┌─ Data to process

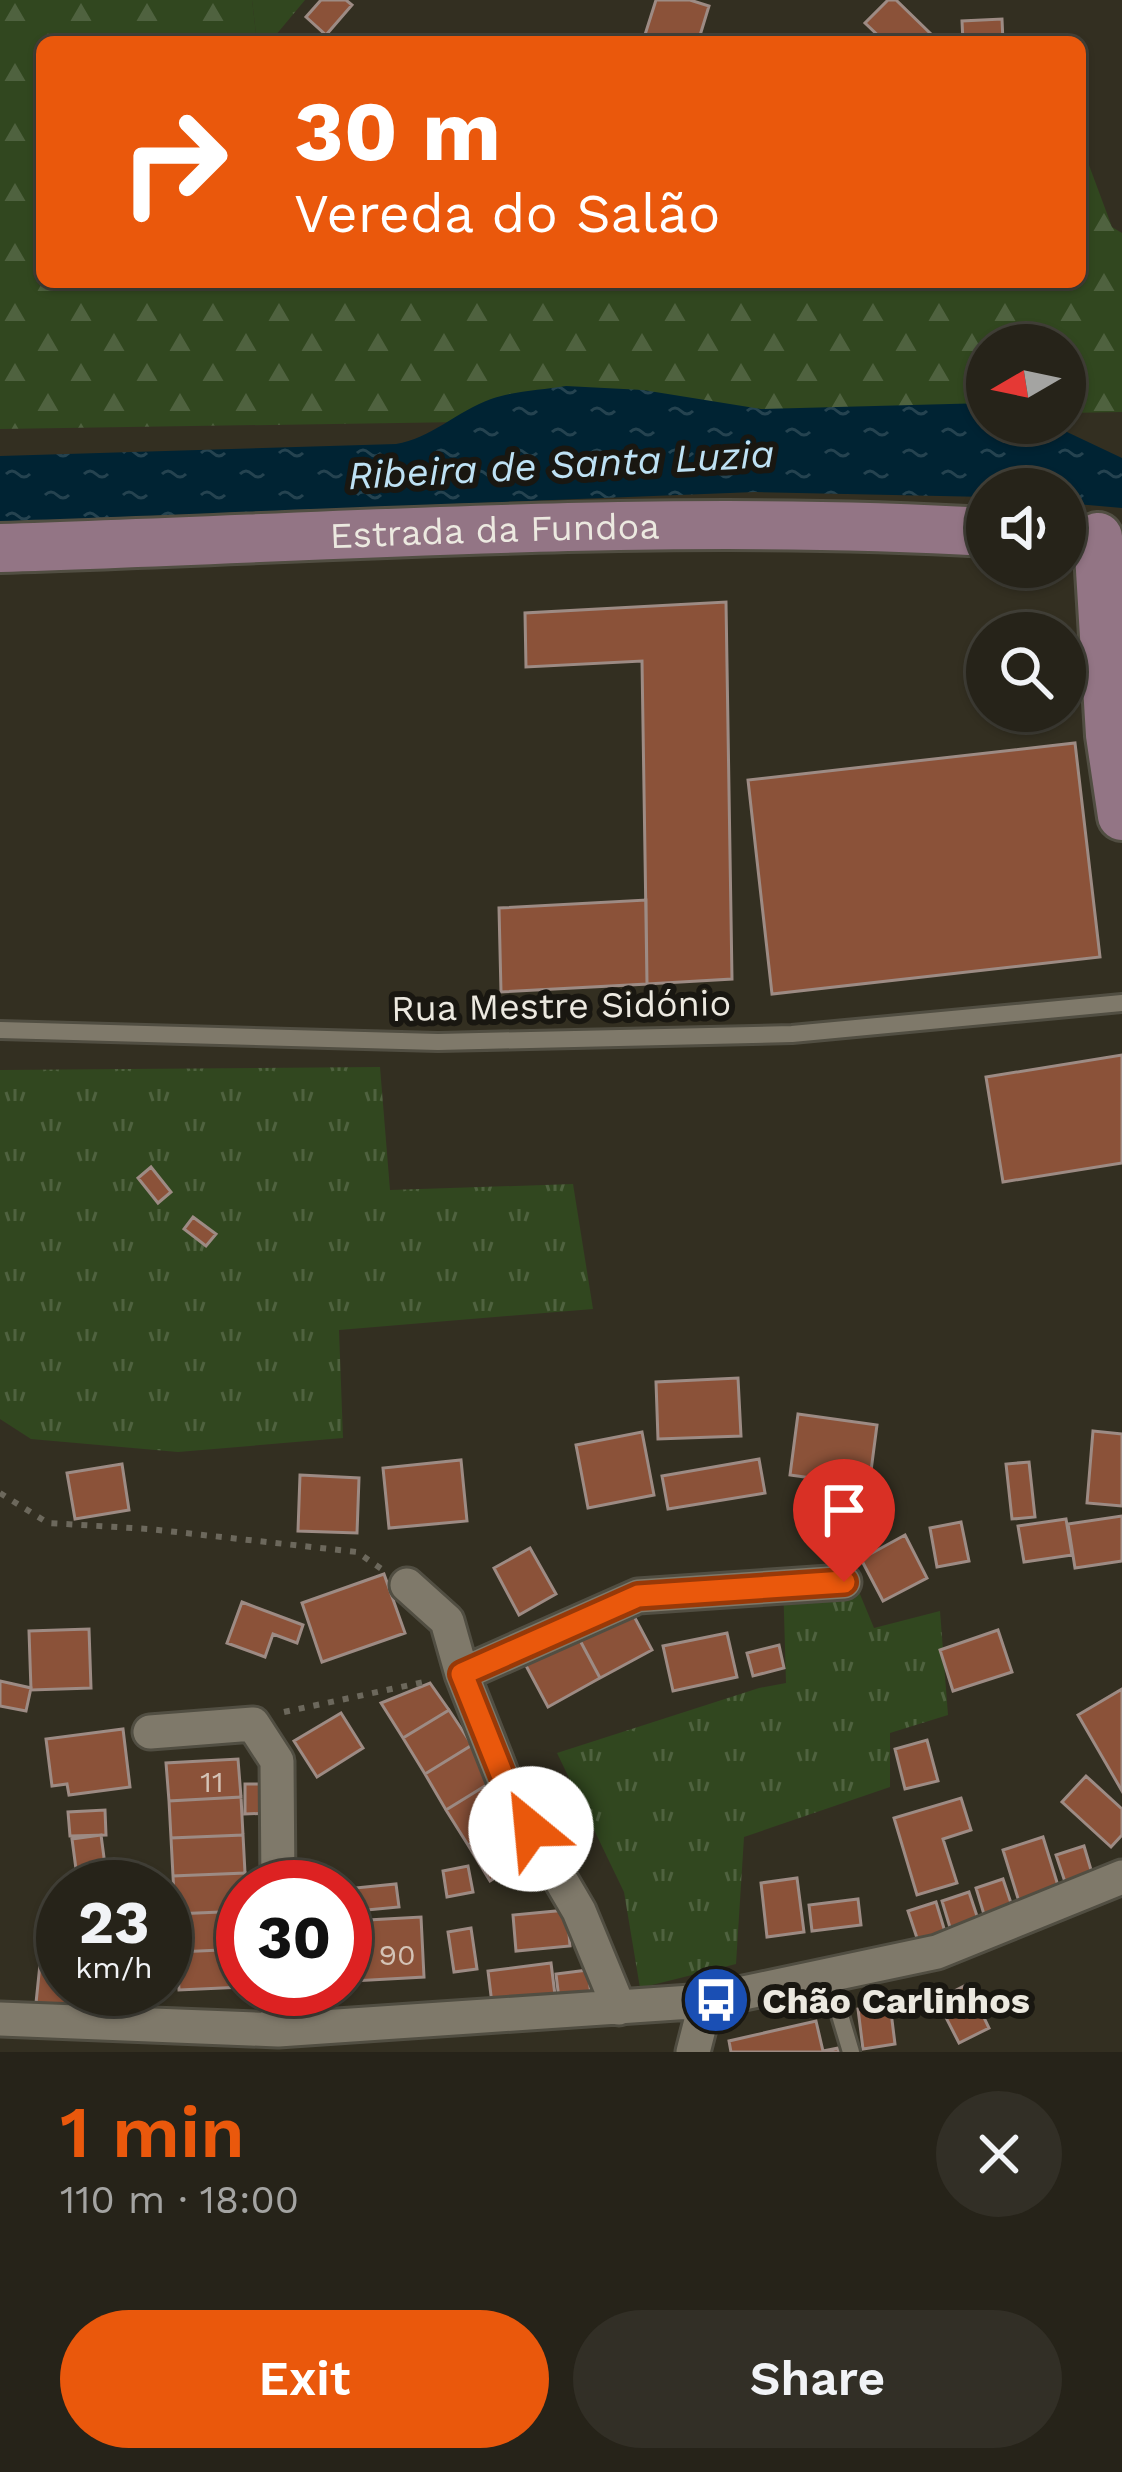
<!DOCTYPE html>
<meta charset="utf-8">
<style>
body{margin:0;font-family:"Work Sans",sans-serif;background:#322f26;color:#f1f3f6;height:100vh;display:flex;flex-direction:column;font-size:45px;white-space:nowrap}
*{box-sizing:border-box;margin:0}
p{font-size:39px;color:#a4a4a2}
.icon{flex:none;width:66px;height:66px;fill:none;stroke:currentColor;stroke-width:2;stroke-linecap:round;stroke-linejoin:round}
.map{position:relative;height:2052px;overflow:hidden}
.drawer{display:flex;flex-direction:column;background:#262319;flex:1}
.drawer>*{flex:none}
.banner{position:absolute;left:36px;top:36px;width:1050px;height:252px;border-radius:18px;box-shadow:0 3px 9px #0004,0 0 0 3px #424038;background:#ea580c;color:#fff;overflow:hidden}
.needle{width:78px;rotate:261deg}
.tools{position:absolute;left:966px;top:324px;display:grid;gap:24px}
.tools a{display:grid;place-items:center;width:120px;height:120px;border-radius:50%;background:#262319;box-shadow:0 3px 9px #0004,0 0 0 3px #424038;font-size:60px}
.speed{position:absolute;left:36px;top:1860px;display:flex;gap:24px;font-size:60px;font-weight:700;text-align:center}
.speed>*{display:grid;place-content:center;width:156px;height:156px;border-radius:50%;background:#262319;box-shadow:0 3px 9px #0004,0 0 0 3px #424038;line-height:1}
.speed small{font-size:30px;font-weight:400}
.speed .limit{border:18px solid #d22;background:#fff;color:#111}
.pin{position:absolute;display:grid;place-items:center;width:102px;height:102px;color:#fff;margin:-123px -51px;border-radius:50% 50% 50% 0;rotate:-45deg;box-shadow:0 0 12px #0007}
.pin .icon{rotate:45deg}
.me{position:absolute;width:132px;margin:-66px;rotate:332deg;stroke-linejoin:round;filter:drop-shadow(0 0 9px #0008)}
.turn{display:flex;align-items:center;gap:42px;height:252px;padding:0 60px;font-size:54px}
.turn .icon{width:156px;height:156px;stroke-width:2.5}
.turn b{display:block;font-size:84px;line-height:102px}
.round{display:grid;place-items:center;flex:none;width:126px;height:126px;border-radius:63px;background:#322f26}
.head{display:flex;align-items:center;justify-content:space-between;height:204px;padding:0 60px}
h1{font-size:72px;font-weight:600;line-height:90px;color:#ea580c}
.action{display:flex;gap:24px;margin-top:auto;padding:24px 60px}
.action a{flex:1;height:138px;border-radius:72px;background:#ea580c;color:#fff;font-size:48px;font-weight:600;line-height:138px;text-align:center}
.action a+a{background:#322f26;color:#f1f3f6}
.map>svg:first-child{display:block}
</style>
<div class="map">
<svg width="1122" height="2052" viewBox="0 0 1122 2052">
<defs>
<pattern id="grass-tufts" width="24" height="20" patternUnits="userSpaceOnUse" patternTransform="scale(3)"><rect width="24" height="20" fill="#31471f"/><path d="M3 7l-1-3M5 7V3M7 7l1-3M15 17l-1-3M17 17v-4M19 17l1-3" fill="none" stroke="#4f623f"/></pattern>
<pattern id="forest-firs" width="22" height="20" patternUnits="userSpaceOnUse" patternTransform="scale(3)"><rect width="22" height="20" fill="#31471f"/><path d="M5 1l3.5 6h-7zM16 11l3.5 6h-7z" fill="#4f623f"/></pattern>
<pattern id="water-ripples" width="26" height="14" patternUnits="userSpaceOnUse" patternTransform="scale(3)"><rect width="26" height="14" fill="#002333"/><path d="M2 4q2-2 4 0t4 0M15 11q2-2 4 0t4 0" fill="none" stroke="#254350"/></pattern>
</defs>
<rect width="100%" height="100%" fill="#332f21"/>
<!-- grass -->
<path fill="url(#grass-tufts)" d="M 252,0 L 305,0 L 270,42 L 257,42 Z
M 380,1067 L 390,1190 L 573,1184 L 593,1309 L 339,1330 L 343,1438 L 178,1452 L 31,1439 L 0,1419 L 0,1070 Z
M 852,1575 L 874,1628 L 940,1611 L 948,1715 L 890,1733 L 890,1787 L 744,1837 L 736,1964 L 640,1988 L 624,1892 L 557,1753 L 759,1688 L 786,1683 L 783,1579 Z"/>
<!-- forest -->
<path fill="url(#forest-firs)" d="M 0,0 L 252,0 L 257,42 L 42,42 L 42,282 L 1080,282 L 1080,141 L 1112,227 L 1122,233 L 1122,412 L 1065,413 L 1065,345 L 987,345 L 987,414 L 0,429 Z"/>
<!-- water -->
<path fill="url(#water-ripples)" d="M 566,386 L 643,390 L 761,409 L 987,403 L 987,423 L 1048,423 L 1122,458 L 1122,508 L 1065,503 L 1065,489 L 987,489 L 987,497 L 755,492 L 0,522 L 0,456 L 396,444 C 430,439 457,411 491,399 C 514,391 542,390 566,386 Z"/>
<!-- building -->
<path fill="#8b5239" stroke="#9d8b84" stroke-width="3" d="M 321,0 L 346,0 L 352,5 L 326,35 L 306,17 Z
M 656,0 L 690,0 L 709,6 L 698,42 L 643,41 Z
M 888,0 L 896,0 L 932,35 L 925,42 L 885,42 L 865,23 Z
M 1002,19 L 1003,42 L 963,42 L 962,21 Z
M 726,602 L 732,979 L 647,984 L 642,661 L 526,667 L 525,613 Z
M 1075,743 L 1100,957 L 772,994 L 748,780 Z
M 646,900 L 647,984 L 501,992 L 499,908 Z
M 1122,1055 L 1122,1163 L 1003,1182 L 986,1077 Z
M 151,1167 L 171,1192 L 158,1203 L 138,1178 Z
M 193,1217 L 216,1234 L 206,1246 L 184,1229 Z
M 738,1378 L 741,1436 L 658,1439 L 656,1382 Z
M 798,1414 L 877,1425 L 869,1486 L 790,1475 Z
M 1093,1431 L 1122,1434 L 1122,1506 L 1087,1503 Z
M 642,1432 L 654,1495 L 588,1508 L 576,1445 Z
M 759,1459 L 765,1493 L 668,1509 L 662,1476 Z
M 461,1460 L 467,1521 L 389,1528 L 383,1468 Z
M 1029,1462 L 1035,1517 L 1012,1519 L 1006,1464 Z
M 122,1464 L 129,1510 L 75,1519 L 67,1473 Z
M 300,1475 L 359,1478 L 357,1533 L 298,1531 Z
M 1122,1516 L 1122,1561 L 1075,1568 L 1068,1524 Z
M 1066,1519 L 1072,1555 L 1024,1562 L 1018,1526 Z
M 961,1522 L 969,1561 L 937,1567 L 930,1528 Z
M 905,1535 L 927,1578 L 883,1601 L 861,1559 Z
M 530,1548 L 556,1594 L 519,1615 L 494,1568 Z
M 384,1574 L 405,1633 L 322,1662 L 302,1603 Z
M 242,1602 L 303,1625 L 297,1643 L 273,1634 L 265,1657 L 227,1643 Z
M 627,1603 L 652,1650 L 600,1678 L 575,1631 Z
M 89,1629 L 91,1688 L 31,1690 L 29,1631 Z
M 998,1630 L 1012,1672 L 953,1691 L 940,1650 Z
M 575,1631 L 600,1678 L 548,1707 L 523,1660 Z
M 727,1633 L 737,1677 L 673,1691 L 663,1646 Z
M 779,1645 L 784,1668 L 753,1676 L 747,1653 Z
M 0,1681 L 31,1688 L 26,1711 L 0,1706 Z
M 430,1683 L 449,1710 L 403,1738 L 381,1703 Z
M 1122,1689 L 1122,1791 L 1078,1715 Z
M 449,1710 L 472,1745 L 425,1774 L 403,1738 Z
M 341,1713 L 363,1748 L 317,1777 L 294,1741 Z
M 123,1729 L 130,1787 L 69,1795 L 67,1784 L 52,1786 L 46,1739 Z
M 927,1740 L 938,1781 L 905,1789 L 895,1749 Z
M 472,1745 L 493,1781 L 446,1810 L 425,1774 Z
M 238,1759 L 241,1797 L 169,1801 L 166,1763 Z
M 1086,1776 L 1122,1809 L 1122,1835 L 1111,1847 L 1062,1802 Z
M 493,1781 L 515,1817 L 468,1845 L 446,1810 Z
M 245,1784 L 272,1784 L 273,1813 L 245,1814 Z
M 241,1797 L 243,1835 L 171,1838 L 169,1801 Z
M 961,1798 L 971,1830 L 943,1839 L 957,1883 L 917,1895 L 894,1818 Z
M 105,1810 L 106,1835 L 70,1836 L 68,1812 Z
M 515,1817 L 536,1852 L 490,1881 L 468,1845 Z
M 101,1835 L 107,1880 L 78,1884 L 72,1839 Z
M 243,1835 L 245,1873 L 173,1876 L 171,1838 Z
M 1043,1837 L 1060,1892 L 1020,1905 L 1003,1850 Z
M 1084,1846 L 1094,1880 L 1067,1888 L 1056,1855 Z
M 468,1866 L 473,1892 L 447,1897 L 443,1871 Z
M 245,1873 L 243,1911 L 175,1914 L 173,1876 Z
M 797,1878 L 804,1932 L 767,1937 L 761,1883 Z
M 1003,1879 L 1014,1912 L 986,1921 L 976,1888 Z
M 396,1884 L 399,1907 L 345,1912 L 345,1889 Z
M 969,1892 L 980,1925 L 952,1934 L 942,1901 Z
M 858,1899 L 861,1925 L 812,1931 L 809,1905 Z
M 936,1902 L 946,1935 L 919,1944 L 908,1911 Z
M 567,1910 L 570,1946 L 516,1951 L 513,1915 Z
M 243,1911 L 243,1949 L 177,1952 L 175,1914 Z
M 421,1917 L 424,1977 L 353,1981 L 350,1921 Z
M 471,1928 L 477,1969 L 454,1972 L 448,1932 Z
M 243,1949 L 243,1987 L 179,1990 L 177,1952 Z
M 551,1963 L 556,2003 L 493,2012 L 488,1971 Z
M 40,1964 L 63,1966 L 63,1989 L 72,1989 L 70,2006 L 36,2003 Z
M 588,1970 L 591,1995 L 559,1999 L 556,1974 Z
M 968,1984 L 989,2028 L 959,2043 L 937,2000 Z
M 105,1989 L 130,1989 L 126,2008 L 102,2003 Z
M 890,2004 L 895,2044 L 863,2049 L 858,2009 Z
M 816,2021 L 823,2051 L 838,2048 L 839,2052 L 731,2052 L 729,2041 Z"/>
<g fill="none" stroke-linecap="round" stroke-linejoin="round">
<defs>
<path id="lane" d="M 0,1030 L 438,1042 L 792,1034 L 1122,1003
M 828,1975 L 851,2052"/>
<path id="street" d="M 407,1585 L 447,1621 L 462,1674
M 150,1732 L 253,1724 L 277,1761 L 278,1887
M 278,1989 L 278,2030
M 619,2008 L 579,1911 L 507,1788 L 462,1674 L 638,1596 L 844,1582
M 0,2019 L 278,2030 L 706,2001 L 937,1952 L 1122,1877
M 693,2052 L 706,2001"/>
<g id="secondary">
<path d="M 1098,537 L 1110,735 L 1122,816"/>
<path id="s1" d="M 0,548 C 328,538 660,513 987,532"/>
</g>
</defs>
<!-- lane casing -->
<use href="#lane" stroke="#514e42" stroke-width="22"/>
<!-- street casing -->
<use href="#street" stroke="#514e42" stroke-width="39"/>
<!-- secondary casing -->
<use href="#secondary" stroke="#514e42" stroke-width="54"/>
<!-- path -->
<path stroke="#6c685c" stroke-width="6" stroke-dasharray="6 9" stroke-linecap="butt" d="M 0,1493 L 48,1523 L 149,1529 L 357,1552 L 383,1570
M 284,1712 L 429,1681"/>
<!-- lane -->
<use href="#lane" stroke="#7f796a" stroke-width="16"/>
<!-- street -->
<use href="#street" stroke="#7f796a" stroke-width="33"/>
<!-- secondary -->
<use href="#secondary" stroke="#937585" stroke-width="48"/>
</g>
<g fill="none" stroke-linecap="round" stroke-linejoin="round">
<defs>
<path id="route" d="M 531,1829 L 507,1787 L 462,1674 L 638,1596 L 844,1582"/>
</defs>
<!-- route casing -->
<use href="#route" stroke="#983908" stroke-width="30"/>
<!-- route -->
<use href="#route" stroke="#ea580c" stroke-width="21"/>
</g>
<!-- icons -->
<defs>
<symbol id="bus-disc" viewBox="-11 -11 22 22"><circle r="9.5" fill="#1a4fb4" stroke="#191711"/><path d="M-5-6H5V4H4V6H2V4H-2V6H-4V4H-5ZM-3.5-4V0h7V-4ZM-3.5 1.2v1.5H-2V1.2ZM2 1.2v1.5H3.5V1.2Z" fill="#fff"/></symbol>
</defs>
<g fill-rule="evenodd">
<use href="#bus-disc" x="678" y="1962" width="76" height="76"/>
</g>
<g text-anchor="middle" stroke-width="12" stroke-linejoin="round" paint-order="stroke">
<!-- number labels -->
<g font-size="30" fill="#d4c3b6">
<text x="212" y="1792">11</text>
<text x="397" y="1965">90</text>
</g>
<!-- street labels -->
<g font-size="36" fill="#ece9e0" stroke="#191711">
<text dy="13" stroke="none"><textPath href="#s1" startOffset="495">Estrada da Fundoa</textPath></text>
<text transform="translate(561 1005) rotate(-1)" y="13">Rua Mestre Sidónio</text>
</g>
<!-- poi labels -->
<g font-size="36" font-weight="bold" fill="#ece9e0" stroke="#191711" text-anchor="start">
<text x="762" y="2013">Chão Carlinhos</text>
</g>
<!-- water labels -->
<g font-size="39" font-style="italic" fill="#bee2f5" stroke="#191711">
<text transform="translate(561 464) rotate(-3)" y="14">Ribeira de Santa Luzia</text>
</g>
</g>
</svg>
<div class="tools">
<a><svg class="needle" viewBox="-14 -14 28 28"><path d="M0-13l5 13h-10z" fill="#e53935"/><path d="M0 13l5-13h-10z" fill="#a4a4a2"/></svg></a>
<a><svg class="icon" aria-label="sound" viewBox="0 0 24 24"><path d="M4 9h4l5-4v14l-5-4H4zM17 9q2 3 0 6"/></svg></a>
<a><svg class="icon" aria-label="search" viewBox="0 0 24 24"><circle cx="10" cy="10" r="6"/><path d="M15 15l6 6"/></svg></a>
</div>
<div class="speed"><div>23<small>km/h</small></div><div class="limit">30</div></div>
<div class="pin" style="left:844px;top:1582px;background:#d93025"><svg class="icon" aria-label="arrive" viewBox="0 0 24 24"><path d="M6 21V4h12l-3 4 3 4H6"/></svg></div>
<svg class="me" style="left:531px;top:1829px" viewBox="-20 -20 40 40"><circle r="19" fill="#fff"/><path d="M0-13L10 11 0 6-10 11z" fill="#ea580c"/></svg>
<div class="banner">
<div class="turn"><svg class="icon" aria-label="right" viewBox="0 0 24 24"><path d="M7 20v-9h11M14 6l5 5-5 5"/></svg><div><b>30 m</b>Vereda do Salão</div></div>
</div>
</div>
<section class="drawer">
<div class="head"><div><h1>1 min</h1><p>110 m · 18:00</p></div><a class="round"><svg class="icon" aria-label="close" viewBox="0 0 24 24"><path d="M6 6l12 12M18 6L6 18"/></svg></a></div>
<div class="action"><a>Exit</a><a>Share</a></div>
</section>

└─

**Work task**
Which lines of the records above contain the word "absolute"? Report each one.

**Output below**
.banner{position:absolute;left:36px;top:36px;width:1050px;height:252px;border-radius:18px;box-shadow:0 3px 9px #0004,0 0 0 3px #424038;background:#ea580c;color:#fff;overflow:hidden}
.tools{position:absolute;left:966px;top:324px;display:grid;gap:24px}
.speed{position:absolute;left:36px;top:1860px;display:flex;gap:24px;font-size:60px;font-weight:700;text-align:center}
.pin{position:absolute;display:grid;place-items:center;width:102px;height:102px;color:#fff;margin:-123px -51px;border-radius:50% 50% 50% 0;rotate:-45deg;box-shadow:0 0 12px #0007}
.me{position:absolute;width:132px;margin:-66px;rotate:332deg;stroke-linejoin:round;filter:drop-shadow(0 0 9px #0008)}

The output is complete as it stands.